Can kangaroo meat's green credentials convince a dedicated veggie to turn kangatarian? New Scientist goes hunting for an answer
Competing with livestock for water and grazing, kangaroos can be seen as a pest
Competing with livestock for water and grazing, kangaroos can be seen as a pest

CAUGHT in the spotlight, the large kangaroo watches us impassively before returning to its grazing. After checking through his rifle sight, Tom Garrett slides on his ear defenders and advises me to do likewise.

As a vegetarian for the past 10 years, I’m an unlikely candidate for a hunting party. But considering my plans, shouldn’t I take a look for myself at how these animals are slaughtered? You see, I’m thinking of becoming a kangatarian – someone who eats no meat apart from kangaroo.

One reason for the dietary switch is personal. After a long battle with anaemia that is hard to combat with iron tablets, I feel that what my body really needs is the occasional hunk of red meat.

But there are other factors involved. Kangaroos are arguably the most ethically and environmentally sound source of meat on the planet. The animals whose flesh ends up on supermarket shelves live wild before dying a humane death. They have a different digestive system to ruminants like cattle and sheep, so emit negligible methane, making roo meat the number one choice for combating global warming. What’s more, one kangaroo consumes about a third as much plant material as a sheep, and just 13 per cent of the water. This is a significant benefit in a country that suffers periodic droughts, which climate change may worsen.
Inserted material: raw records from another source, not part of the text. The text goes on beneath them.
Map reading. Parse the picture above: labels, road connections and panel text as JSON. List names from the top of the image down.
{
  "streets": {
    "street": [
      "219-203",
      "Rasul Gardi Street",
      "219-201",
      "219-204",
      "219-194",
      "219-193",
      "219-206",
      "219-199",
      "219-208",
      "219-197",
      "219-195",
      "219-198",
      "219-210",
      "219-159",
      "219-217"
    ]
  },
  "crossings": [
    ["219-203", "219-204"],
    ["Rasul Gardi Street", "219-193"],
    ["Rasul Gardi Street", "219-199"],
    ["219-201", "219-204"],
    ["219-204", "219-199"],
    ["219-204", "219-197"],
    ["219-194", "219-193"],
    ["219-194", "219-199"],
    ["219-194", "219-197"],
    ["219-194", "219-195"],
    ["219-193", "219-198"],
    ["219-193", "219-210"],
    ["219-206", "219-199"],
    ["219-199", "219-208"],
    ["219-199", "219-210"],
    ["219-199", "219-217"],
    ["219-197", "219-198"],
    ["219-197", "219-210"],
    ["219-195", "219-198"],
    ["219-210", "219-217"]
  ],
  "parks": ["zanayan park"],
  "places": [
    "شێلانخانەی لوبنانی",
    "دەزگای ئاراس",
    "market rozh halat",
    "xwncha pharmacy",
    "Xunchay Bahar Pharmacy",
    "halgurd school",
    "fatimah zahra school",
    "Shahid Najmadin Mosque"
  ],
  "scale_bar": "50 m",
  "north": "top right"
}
Kangaroos are culled to keep their numbers down, but with demand for kangaroo meat limited, most animals end up as pet food or are left to rot. What if, instead of treating them as a pest, Australia started farming kangaroos in earnest?

There would be practical difficulties to overcome, not to mention significant resistance from animal rights groups. But shifting away from cattle and sheep farming towards kangaroos would allow the country to reduce its methane emissions and water consumption in one fell swoop. “For greenies who care about environmental issues, kangaroo meat is perfect,” says Garrett, a professional kangaroo harvester.
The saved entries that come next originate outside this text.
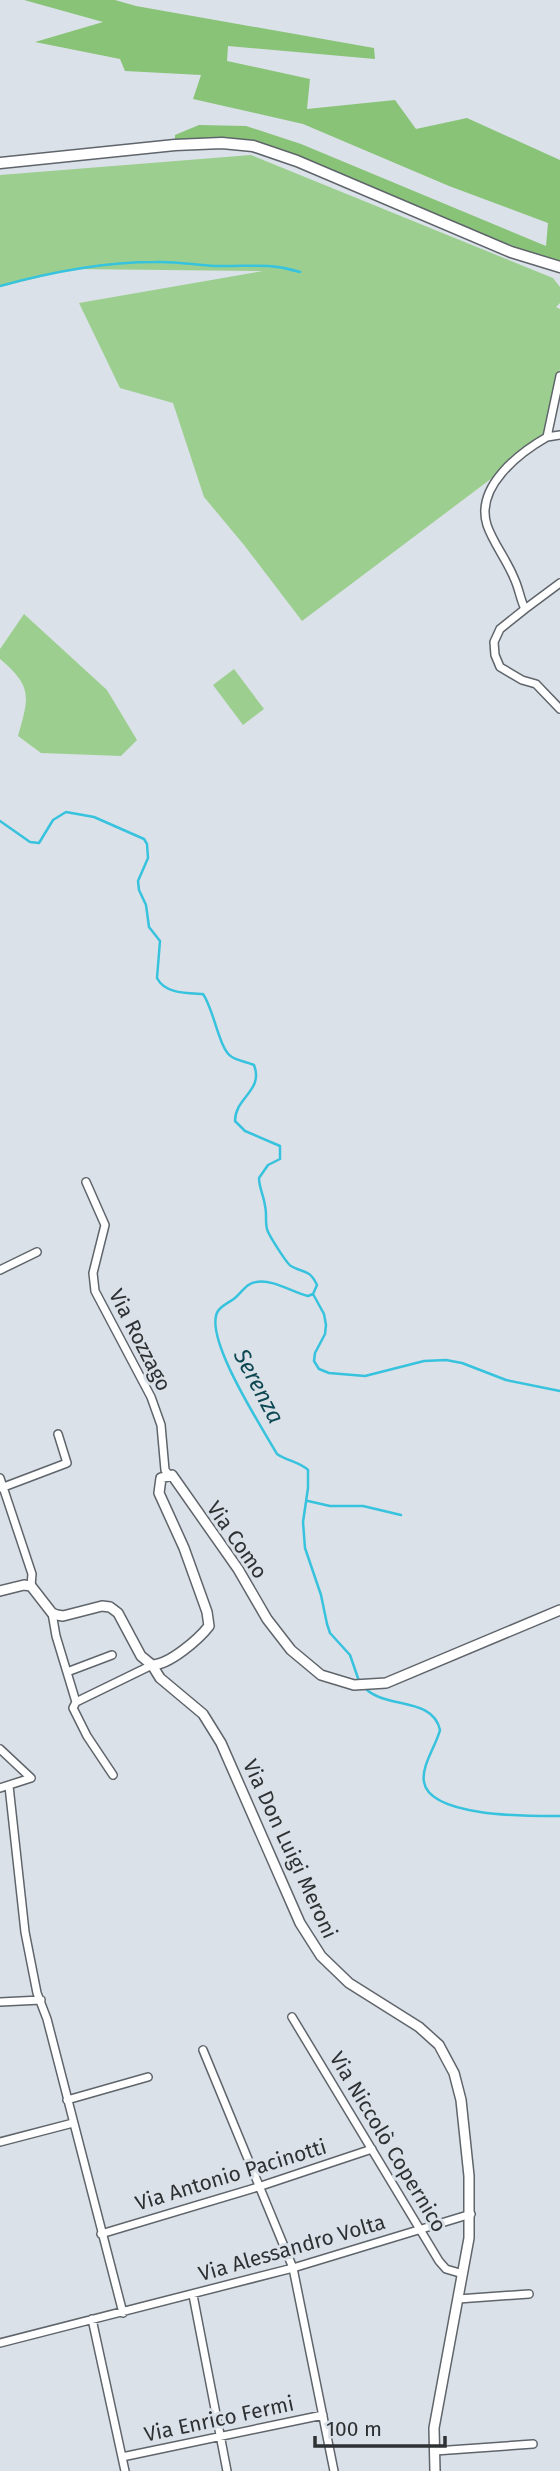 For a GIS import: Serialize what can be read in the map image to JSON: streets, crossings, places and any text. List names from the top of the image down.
{
  "streets": {
    "street": [
      "Via Rozzago",
      "Via Como",
      "Via Don Luigi Meroni",
      "Via Niccolò Copernico",
      "Via Antonio Pacinotti",
      "Via Alessandro Volta",
      "Via Enrico Fermi"
    ]
  },
  "crossings": [
    ["Via Rozzago", "Via Como"],
    ["Via Como", "Via Don Luigi Meroni"],
    ["Via Don Luigi Meroni", "Via Niccolò Copernico"],
    ["Via Don Luigi Meroni", "Via Alessandro Volta"],
    ["Via Niccolò Copernico", "Via Antonio Pacinotti"],
    ["Via Niccolò Copernico", "Via Alessandro Volta"]
  ],
  "water": ["Serenza"],
  "scale_bar": "100 m"
} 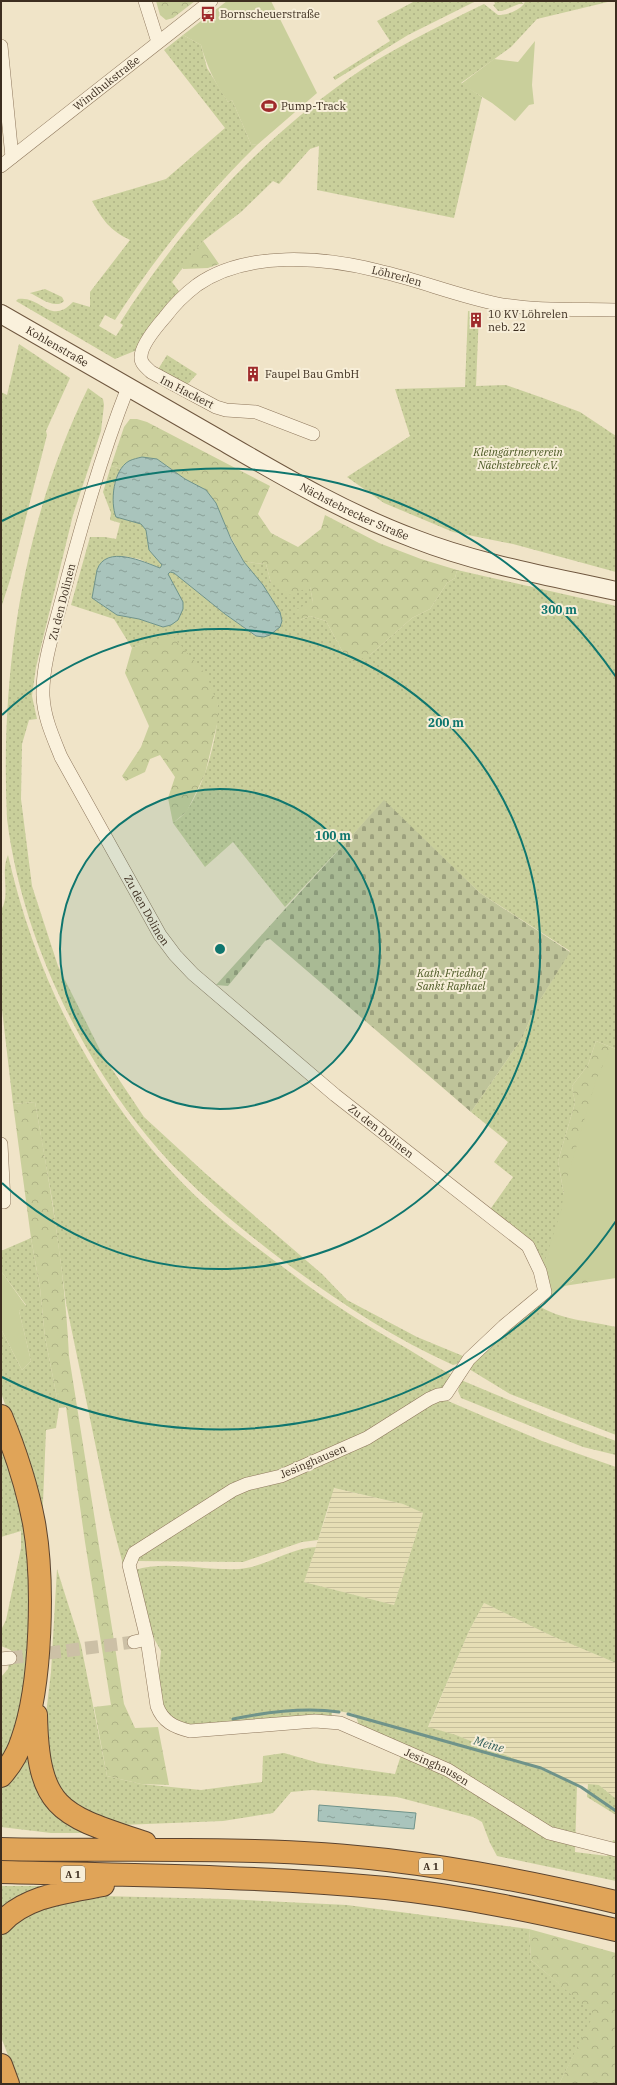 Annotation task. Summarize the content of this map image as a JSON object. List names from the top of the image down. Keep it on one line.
{"streets":{"highway":["A 1"],"main road":["Kohlenstraße","Nächstebrecker Straße"],"street":["Windhukstraße","Löhrerlen","Im Hackert","Zu den Dolinen","Jesinghausen"]},"crossings":[["Löhrerlen","Im Hackert"],["Kohlenstraße","Nächstebrecker Straße"],["Kohlenstraße","Zu den Dolinen"],["Nächstebrecker Straße","Zu den Dolinen"],["Zu den Dolinen","Jesinghausen"]],"water":["Meine"],"parks":["Kleingärtnerverein Nächstebreck e.V.","Kath. Friedhof Sankt Raphael"],"places":{"bus stop":["Bornscheuerstraße"],"sports":["Pump-Track"],"building":["10 KV Löhrelen neb. 22","Faupel Bau GmbH"]},"rings":["300 m","200 m","100 m"]} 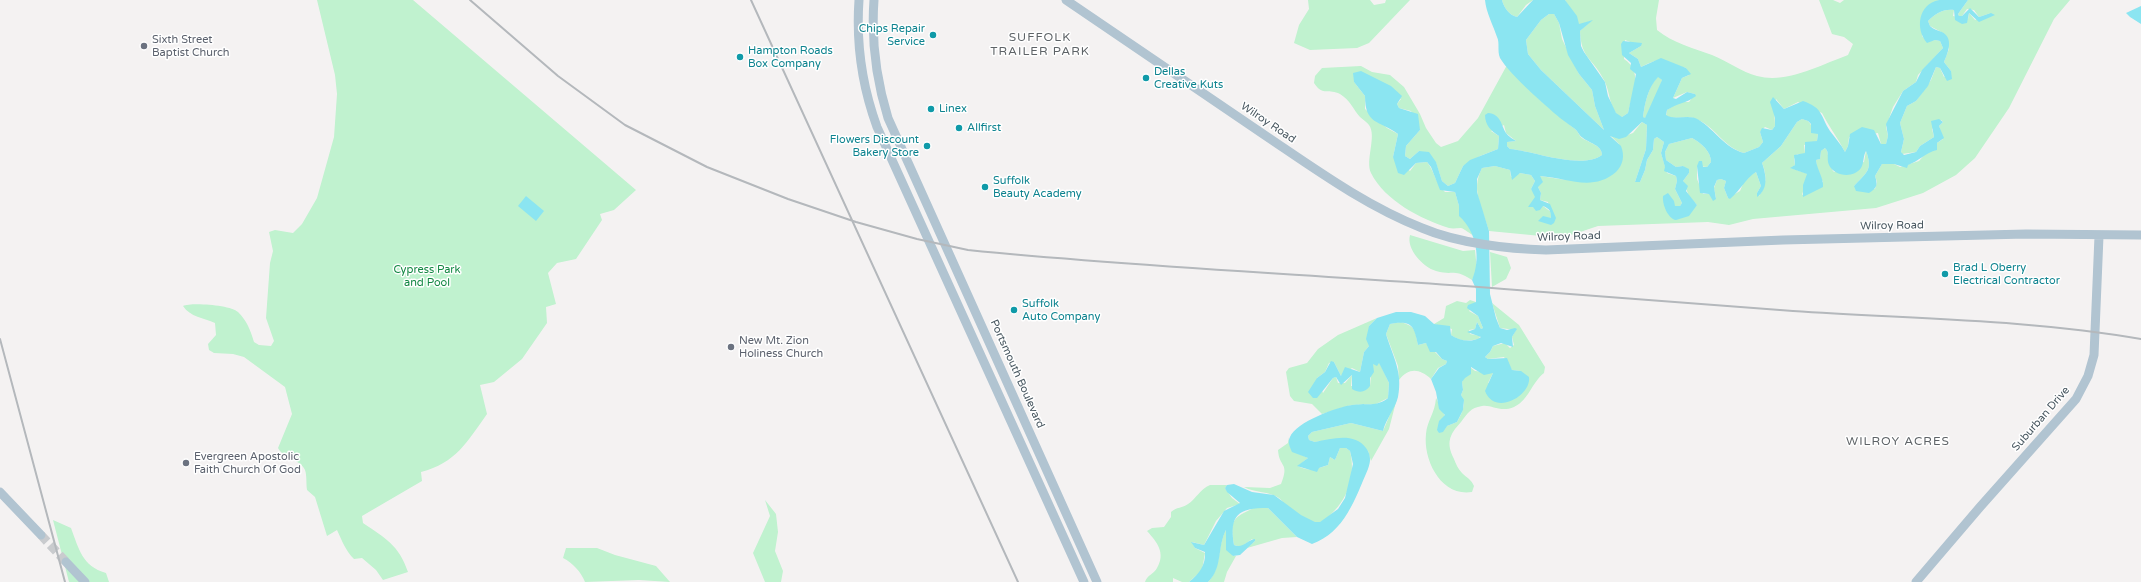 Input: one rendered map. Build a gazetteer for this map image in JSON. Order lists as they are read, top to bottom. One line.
{"streets":{"main road":["Wilroy Road","Portsmouth Boulevard","Suburban Drive"]},"crossings":[["Wilroy Road","Suburban Drive"]],"districts":["SUFFOLK TRAILER PARK","WILROY ACRES"],"parks":["Cypress Park and Pool"],"places":["Chips Repair Service","Sixth Street Baptist Church","Hampton Roads Box Company","Dellas Creative Kuts","Linex","Allfirst","Flowers Discount Bakery Store","Suffolk Beauty Academy","Brad L Oberry Electrical Contractor","Suffolk Auto Company","New Mt. Zion Holiness Church","Evergreen Apostolic Faith Church Of God"]}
Kangaroo numbers have been on the rise ever since Europeans settled in Australia around 200 years ago. Farmers dug waterholes and killed predators such as dingoes and wedge-tailed eagles, giving roos an easy life. There are now thought to be more than 50 million kangaroos in Australia.

TV star

Kangaroos have long been culled to stop them overgrazing the land and outcompeting livestock, especially during droughts. In the 1950s an industry started to make use of the meat and skins, with the excess exported to Europe. It is now a highly regulated industry, to ensure the harvest is sustainable. Only four species can be shot, and the maximum quota is 20 per cent of the kangaroo population in the areas where harvesting is permitted, which equates to about 4 million animals a year. Extra licenses can be granted purely to stop local overgrazing.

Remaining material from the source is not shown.